Reciclagem de lixo urbano

Meu pai era grande conhecer de plantas medicinais, árvores e todo tipo de mato. Por ter nascido na roça e vivido nela 20 e poucos anos de sua vida, tornou-se um expert no assunto. Também conseguia fazer a previsão do tempo – olhava para o céu e sabia se faria sol, chuva ou frio. Olhava a movimentação das formigas e dizia que viria chuva forte. Meu gosto por terra e plantas herdei dele.

Sempre teve uma pequena oficina nos fundos de nossa casa. E nela tinha de tudo. Ele era um acumulador no bom sentido. Tudo o que achava na rua, em caçambas e no lixo que jogavam em terrenos baldios e que tivesse alguma utilidade, levava para casa. Nesse rol estavam incluídos pregos, parafusos, e principalmente madeiras, que era sua matéria prima.
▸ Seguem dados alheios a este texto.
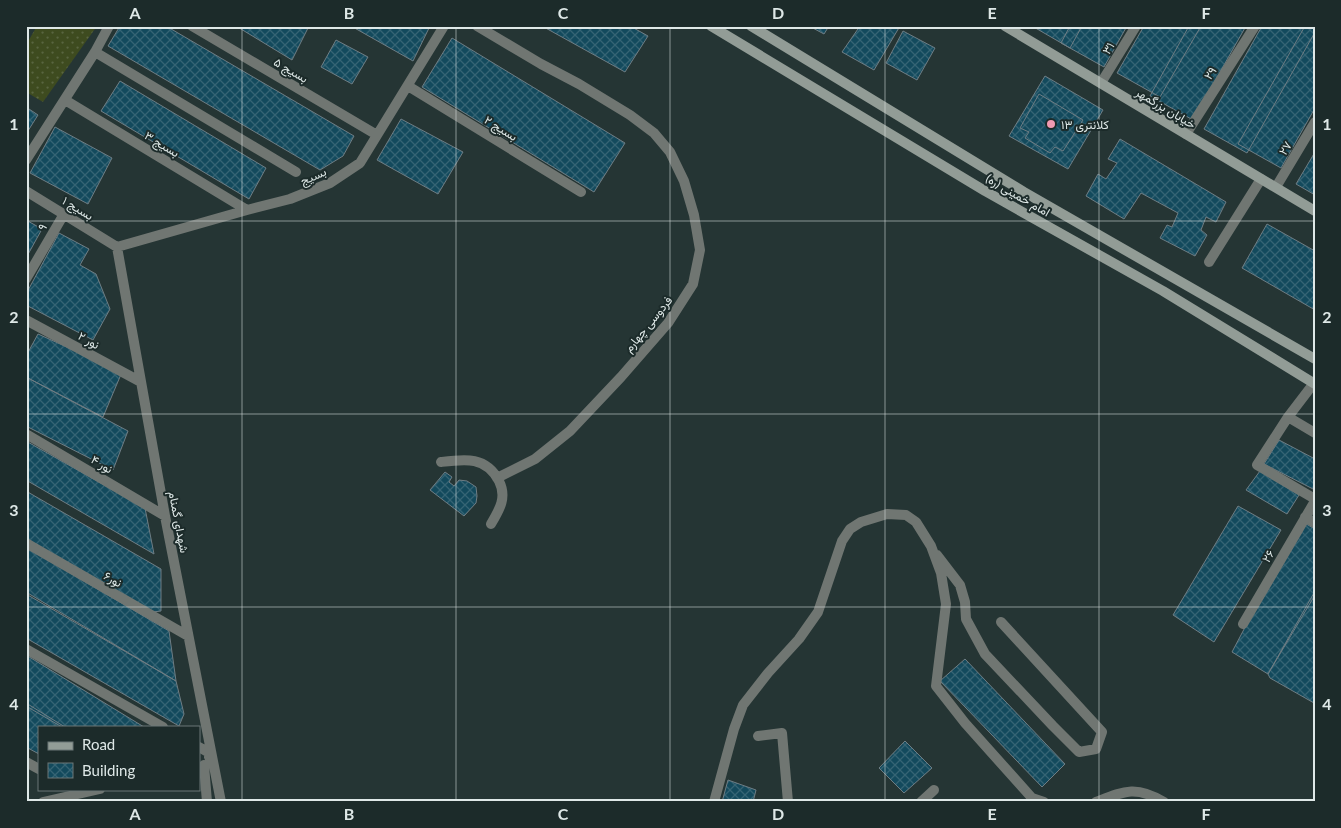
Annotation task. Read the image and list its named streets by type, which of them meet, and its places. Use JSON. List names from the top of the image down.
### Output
{
  "streets": {
    "main road": ["خیابان بزرگمهر", "امام خمینی (ره)"],
    "street": [
      "۳۱",
      "بسیج ۵",
      "۲۹",
      "بسیج ۲",
      "بسیج ۳",
      "۲۷",
      "بسیج",
      "بسیج ۱",
      "۹",
      "فردوسی چهارم",
      "نور ۲",
      "نور ۴",
      "شهدای گمنام",
      "۲۶",
      "نور۶"
    ]
  },
  "crossings": [
    ["۳۱", "خیابان بزرگمهر"],
    ["بسیج ۵", "بسیج"],
    ["۲۹", "خیابان بزرگمهر"],
    ["خیابان بزرگمهر", "۲۷"],
    ["بسیج ۲", "بسیج"],
    ["بسیج ۳", "بسیج"],
    ["بسیج", "بسیج ۱"],
    ["بسیج", "شهدای گمنام"],
    ["بسیج ۱", "۹"],
    ["بسیج ۱", "شهدای گمنام"],
    ["نور ۲", "شهدای گمنام"],
    ["نور ۴", "شهدای گمنام"],
    ["شهدای گمنام", "نور۶"]
  ],
  "places": ["کلانتری ۱۳"],
  "legend": ["Road", "Building"],
  "grid": {
    "columns": [
      "A",
      "B",
      "C",
      "D",
      "E",
      "F"
    ],
    "rows": [
      "1",
      "2",
      "3",
      "4"
    ]
  }
}
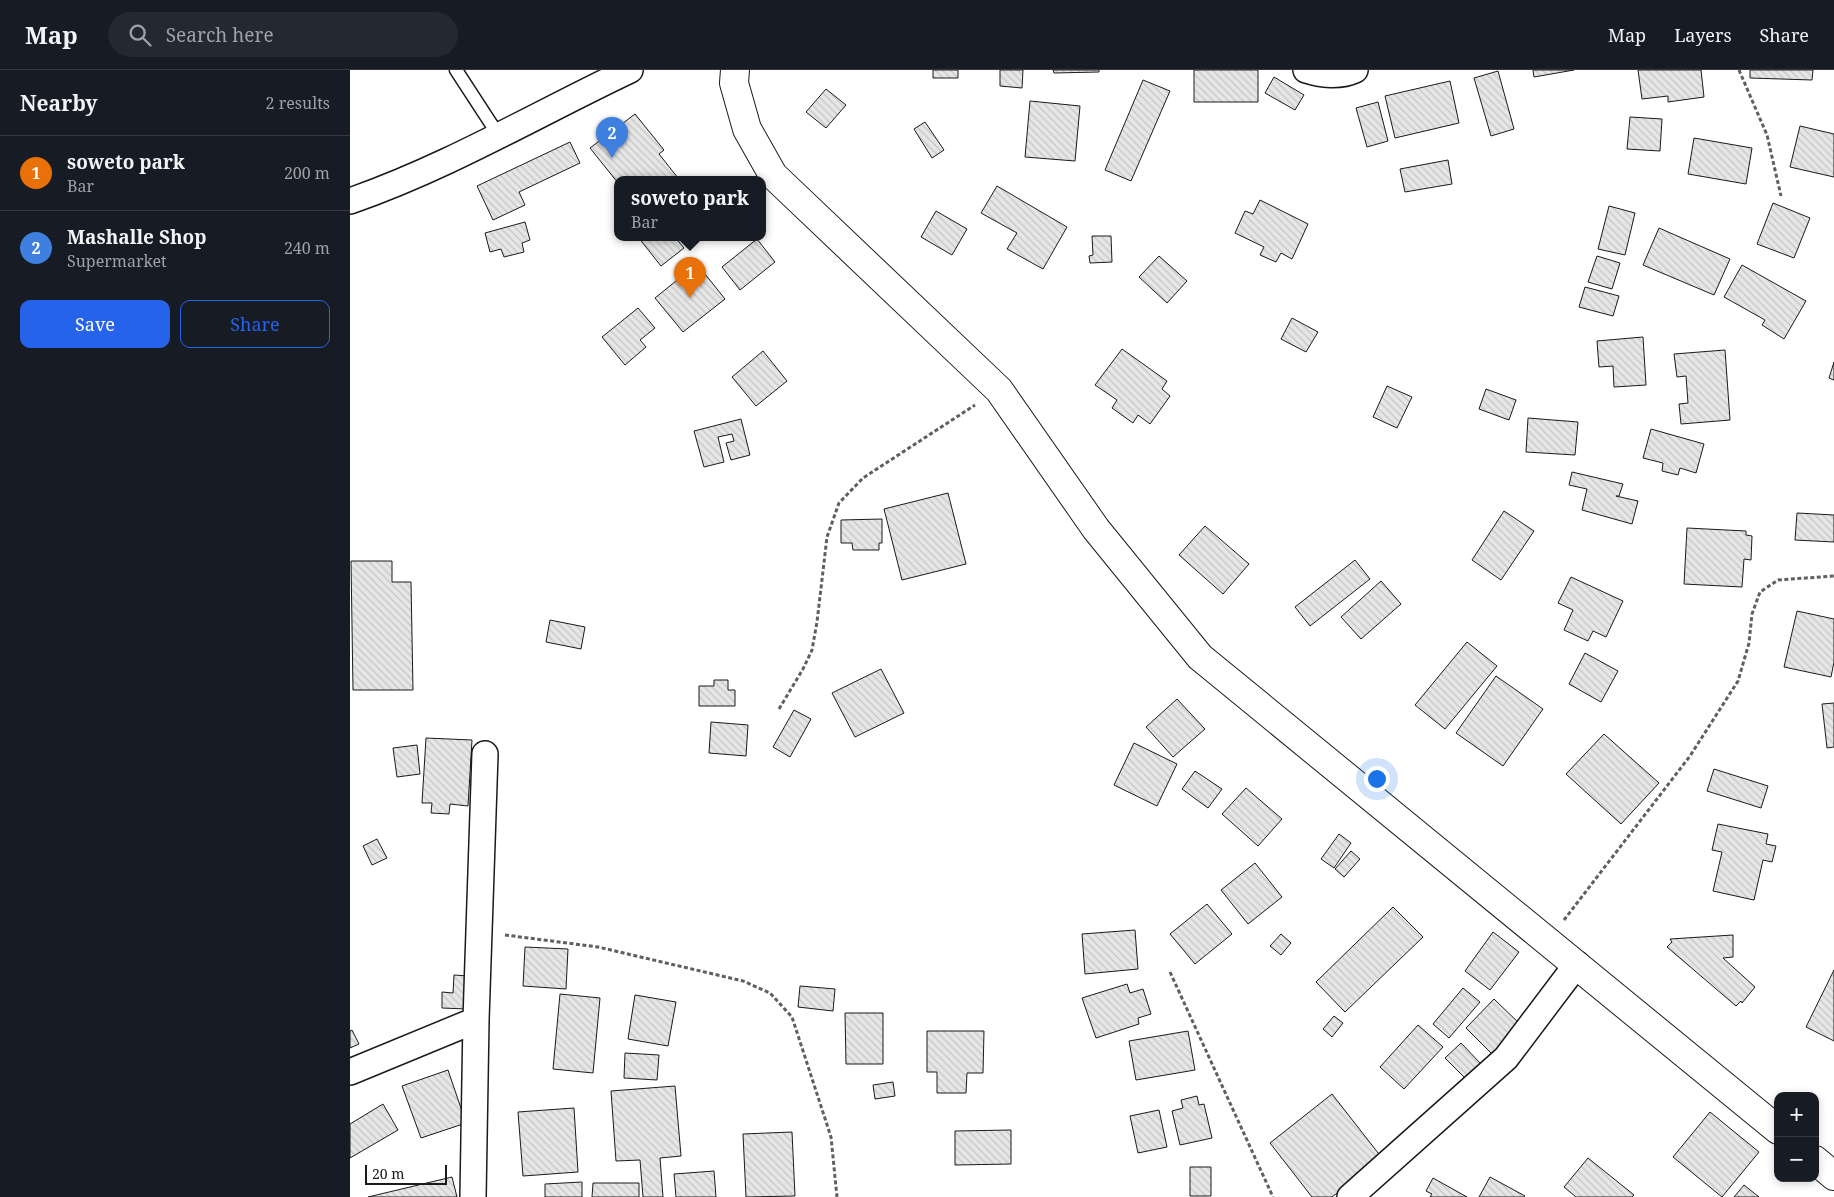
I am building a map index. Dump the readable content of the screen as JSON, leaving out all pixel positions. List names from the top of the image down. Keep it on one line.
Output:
{"scale_bar":"20 m","page":{"header":"Map","search":"Search here","nav":["Map","Layers","Share"],"heading":["Nearby","2 results"],"pins":["2","1"],"list":[{"mark":"1","name":"soweto park","note":"Bar","value":"200 m"},{"mark":"2","name":"Mashalle Shop","note":"Supermarket","value":"240 m"}],"popup":["soweto park","Bar"],"buttons":["Save","Share"],"map_buttons":["+","−"],"scale":"20 m"}}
Tinha uma carrocinha (fotos nesse post), feita por ele e com ela saía pelo bairro em busca de material. Encostava rente ao meio-fio e colocava dentro dela, do jeito que dava, uma poltrona velha “esquecida” na calçada, uma cadeira quebrada, tábuas de demolição, pedaços de caibro, restos de móveis. O processo não durava mais de três minutos e se repetia com frequência. As vezes demorava mais, pois volta e meia parava para recolher objetos maiores como porta, janela…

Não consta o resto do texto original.